I drew his hands toward me and kissed them in relief. I hadn’t expected him to be so easy to win around. “There isn’t much to tell you, anyway. I only know a few legends that probably aren’t even true. Like I said– this is the Dark Ages.”

He sat down on the bed, pulling me down beside him, his face alight with curiosity. “I understand that you can’t tell me anything that might change things, but could you tell me some things about your world that don’t matter? Is it very different from here?”
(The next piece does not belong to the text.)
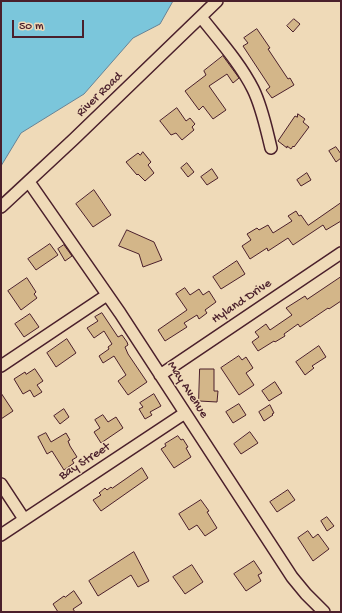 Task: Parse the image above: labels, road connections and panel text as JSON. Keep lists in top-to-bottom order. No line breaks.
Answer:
{"streets":{"street":["River Road","Hyland Drive","May Avenue","Bay Street"]},"crossings":[["River Road","May Avenue"],["Hyland Drive","May Avenue"],["May Avenue","Bay Street"]],"scale_bar":"50 m"}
I thought hard. I didn’t want to shock him too much, but on the other hand I had an overwhelming inclination to have a bit of a boast and not just tell him about everyday life. “Men have walked on the moon,” I said.

His eyes opened very wide at that. “On the moon? How? It hangs in the sky and lights us at night, like a great lantern. You can’t reach and touch it, still less walk on it. And it’s very small. Sometimes just a sliver.”

“Well, some people did,” I said, glad I’d picked something so strange it would fascinate him. “It’s a long way away and much bigger than it looks. Men went up in a rocket– a sort of flying machine– and they landed right up there on the moon, which is like here, only there’s just rocks and no air to breathe. And they brought bits of it back with them.”

“A flying machine? A machine? What’s that?”